5 We are unable to agree with Carr J that the foundations of the reasoning of the Tribunal on this alternative basis involved the Tribunal's refusal to accept the credibility of the appellant's claims. In our view, a fair reading of its reasons shows that the reasoning on the alternative ground stands alone. This is not an instance where an issue of credibility could have affected the resolution of each of the bases of contention: cf Re Refugee Review Tribunal; Ex parte Aala [2000] HCA 57; (2000) 204 CLR 82 at 89 per Gleeson CJ, at 116 per Gaudron and Gummow JJ and at 155 per Callinan J. In our view this is a case, perhaps one of the rare cases, where the Court can be confident that the breach could not have affected the outcome: Aala at 122 per McHugh J and at 130 - 131 per Kirby J. There does not appear to us to be any proper basis for inferring that the Tribunal's understanding of the country information before it was in some way viewed wrongly by it because of its prior adverse conclusion on the appellant's claimed country of origin. Indeed, it commenced its consideration of the alternative basis by assuming the appellant was from Afghanistan and then fairly dealt with the country information.
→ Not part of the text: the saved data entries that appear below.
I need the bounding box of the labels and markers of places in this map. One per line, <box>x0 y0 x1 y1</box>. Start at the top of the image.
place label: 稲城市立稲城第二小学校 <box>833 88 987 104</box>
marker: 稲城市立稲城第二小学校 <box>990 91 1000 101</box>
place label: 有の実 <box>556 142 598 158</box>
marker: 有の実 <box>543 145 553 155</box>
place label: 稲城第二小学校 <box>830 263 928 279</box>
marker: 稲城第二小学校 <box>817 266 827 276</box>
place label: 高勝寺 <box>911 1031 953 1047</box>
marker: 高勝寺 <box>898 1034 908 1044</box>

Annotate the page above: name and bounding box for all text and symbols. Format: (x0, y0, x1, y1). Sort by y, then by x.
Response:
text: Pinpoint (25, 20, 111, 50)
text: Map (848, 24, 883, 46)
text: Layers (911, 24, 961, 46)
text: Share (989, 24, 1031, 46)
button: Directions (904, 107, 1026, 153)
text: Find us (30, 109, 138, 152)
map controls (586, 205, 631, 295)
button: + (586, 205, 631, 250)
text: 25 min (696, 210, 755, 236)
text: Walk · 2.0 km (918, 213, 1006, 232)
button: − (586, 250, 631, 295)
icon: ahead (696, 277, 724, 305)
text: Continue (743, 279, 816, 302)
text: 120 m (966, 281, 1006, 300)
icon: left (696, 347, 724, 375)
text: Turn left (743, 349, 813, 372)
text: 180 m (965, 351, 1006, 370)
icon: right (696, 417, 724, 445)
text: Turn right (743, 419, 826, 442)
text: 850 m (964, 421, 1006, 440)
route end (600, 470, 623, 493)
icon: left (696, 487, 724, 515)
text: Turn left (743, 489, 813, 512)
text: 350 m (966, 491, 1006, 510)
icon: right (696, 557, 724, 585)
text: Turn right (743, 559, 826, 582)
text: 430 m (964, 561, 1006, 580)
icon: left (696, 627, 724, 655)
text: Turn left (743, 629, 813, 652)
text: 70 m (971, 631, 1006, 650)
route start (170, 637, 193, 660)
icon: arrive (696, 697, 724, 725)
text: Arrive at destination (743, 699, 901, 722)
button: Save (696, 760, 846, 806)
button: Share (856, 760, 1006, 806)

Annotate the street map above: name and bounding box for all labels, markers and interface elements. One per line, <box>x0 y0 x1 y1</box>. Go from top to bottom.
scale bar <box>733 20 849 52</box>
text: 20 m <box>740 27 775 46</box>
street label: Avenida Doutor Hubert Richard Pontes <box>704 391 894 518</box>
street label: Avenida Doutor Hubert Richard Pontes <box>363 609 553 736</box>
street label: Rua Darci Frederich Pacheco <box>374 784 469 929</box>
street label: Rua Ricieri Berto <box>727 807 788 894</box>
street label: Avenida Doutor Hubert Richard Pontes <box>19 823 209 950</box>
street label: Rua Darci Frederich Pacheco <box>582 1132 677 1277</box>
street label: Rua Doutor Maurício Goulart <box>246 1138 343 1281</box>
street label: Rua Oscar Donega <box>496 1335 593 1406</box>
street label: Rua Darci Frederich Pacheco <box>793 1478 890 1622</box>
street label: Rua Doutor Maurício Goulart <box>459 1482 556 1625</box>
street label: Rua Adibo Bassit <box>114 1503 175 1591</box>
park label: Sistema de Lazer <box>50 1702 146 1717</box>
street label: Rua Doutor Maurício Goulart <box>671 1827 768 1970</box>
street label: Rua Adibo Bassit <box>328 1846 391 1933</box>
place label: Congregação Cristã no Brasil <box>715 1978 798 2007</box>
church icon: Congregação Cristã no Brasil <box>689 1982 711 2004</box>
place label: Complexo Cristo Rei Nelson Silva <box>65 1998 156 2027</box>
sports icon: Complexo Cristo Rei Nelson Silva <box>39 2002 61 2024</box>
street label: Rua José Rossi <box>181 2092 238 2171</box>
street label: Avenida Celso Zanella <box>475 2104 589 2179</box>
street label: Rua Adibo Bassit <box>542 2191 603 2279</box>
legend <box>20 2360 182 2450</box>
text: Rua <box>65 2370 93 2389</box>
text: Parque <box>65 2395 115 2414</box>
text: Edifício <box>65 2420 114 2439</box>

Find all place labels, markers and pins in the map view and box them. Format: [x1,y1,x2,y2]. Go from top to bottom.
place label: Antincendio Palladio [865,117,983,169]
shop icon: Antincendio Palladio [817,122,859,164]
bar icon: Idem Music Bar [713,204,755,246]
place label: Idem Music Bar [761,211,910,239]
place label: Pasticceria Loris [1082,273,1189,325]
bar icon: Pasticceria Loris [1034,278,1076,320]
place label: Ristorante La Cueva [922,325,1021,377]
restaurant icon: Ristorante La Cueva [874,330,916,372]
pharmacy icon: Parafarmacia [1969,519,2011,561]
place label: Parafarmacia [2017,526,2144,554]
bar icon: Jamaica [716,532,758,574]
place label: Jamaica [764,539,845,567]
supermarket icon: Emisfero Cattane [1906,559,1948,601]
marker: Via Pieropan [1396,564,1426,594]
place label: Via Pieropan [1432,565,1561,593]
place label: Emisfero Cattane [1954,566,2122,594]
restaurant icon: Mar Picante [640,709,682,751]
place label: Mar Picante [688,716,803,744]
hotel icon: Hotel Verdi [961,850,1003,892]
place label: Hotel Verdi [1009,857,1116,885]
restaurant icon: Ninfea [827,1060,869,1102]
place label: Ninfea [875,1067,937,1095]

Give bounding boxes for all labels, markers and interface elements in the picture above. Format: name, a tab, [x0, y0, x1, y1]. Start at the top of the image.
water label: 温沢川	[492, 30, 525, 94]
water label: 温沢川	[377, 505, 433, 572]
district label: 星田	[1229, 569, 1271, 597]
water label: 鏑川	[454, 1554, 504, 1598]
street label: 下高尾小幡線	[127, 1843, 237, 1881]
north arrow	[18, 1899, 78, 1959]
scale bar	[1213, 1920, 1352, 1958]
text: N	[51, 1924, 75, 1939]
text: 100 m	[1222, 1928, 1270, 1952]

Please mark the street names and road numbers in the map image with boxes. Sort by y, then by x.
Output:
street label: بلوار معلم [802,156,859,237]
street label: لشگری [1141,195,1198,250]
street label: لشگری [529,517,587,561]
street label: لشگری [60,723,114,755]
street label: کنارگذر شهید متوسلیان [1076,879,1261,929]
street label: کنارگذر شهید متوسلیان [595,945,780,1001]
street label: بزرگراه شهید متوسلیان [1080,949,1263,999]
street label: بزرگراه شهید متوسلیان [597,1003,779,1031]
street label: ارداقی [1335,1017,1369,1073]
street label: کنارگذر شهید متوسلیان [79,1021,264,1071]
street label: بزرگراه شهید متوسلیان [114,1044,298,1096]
6 In our opinion it follows that the primary judge was correct to conclude the finding of absence of a well-founded Convention based fear was open to the Tribunal on the alternative basis considered by it. The appeal therefore cannot succeed and should be dismissed.

7 However, we share with Carr J the concern regarding the effect of the finding reached by the Tribunal in breach of procedural fairness in its potential impact on the appellant's detention and future administrative treatment. Although this appeal will be dismissed, it should be well understood by those responsible for such administration that the finding adverse to the appellant's claims to be from Afghanistan is not a finding properly made in law.

I certify that the preceding seven (7) numbered paragraphs are a true copy of the Reasons for Judgment herein of the Honourable Justices Lee and RD Nicholson.

Associate:

Dated: 31 October 2003

IN THE FEDERAL COURT OF AUSTRALIA

WESTERN AUSTRALIA DISTRICT REGISTRY

W38 OF 2003

ON APPEAL FROM A JUDGE OF THE FEDERAL COURT OF AUSTRALIA

BETWEEN:

WAFV OF 2002

APPELLANT

AND:

MINISTER FOR IMMIGRATION AND MULTICULTURAL AND INDIGENOUS AFFAIRS

RESPONDENT

JUDGES:

LEE, CARR & RD NICHOLSON JJ

DATE:

31 OCTOBER 2003

PLACE:

PERTH

REASONS FOR JUDGMENT

CARR J:

INTRODUCTION

8 This is an appeal from a judgment, delivered by a judge of this Court on 17 January 2003, dismissing the appellant's application for review of a decision of the Refugee Review Tribunal ("the Tribunal") made on 8 March 2002. The Tribunal affirmed the decision of a delegate of the respondent, made on 20 December 2001, not to grant a protection visa to the appellant.

FACTUAL AND PROCEDURAL BACKGROUND

9 The appellant arrived in Australia by boat on 22 August 2001. He claimed to be a citizen of Afghanistan and, on 20 September 2001, applied for a protection visa. The appellant's claims for entitlement to such a visa were as follows. He was an Hazara, Shi'ite Muslim whose father had been conscripted and killed by the Taliban some three years before his departure from Afghanistan. The Taliban had attempted to conscript him but he had escaped with assistance. If returned to Afghanistan he feared for his life because if the Taliban caught him they would kill him. In later claims he asserted that as a Hazara and Shi'ite Muslim he would be the subject of persecution on grounds of race and religion if returned to Afghanistan.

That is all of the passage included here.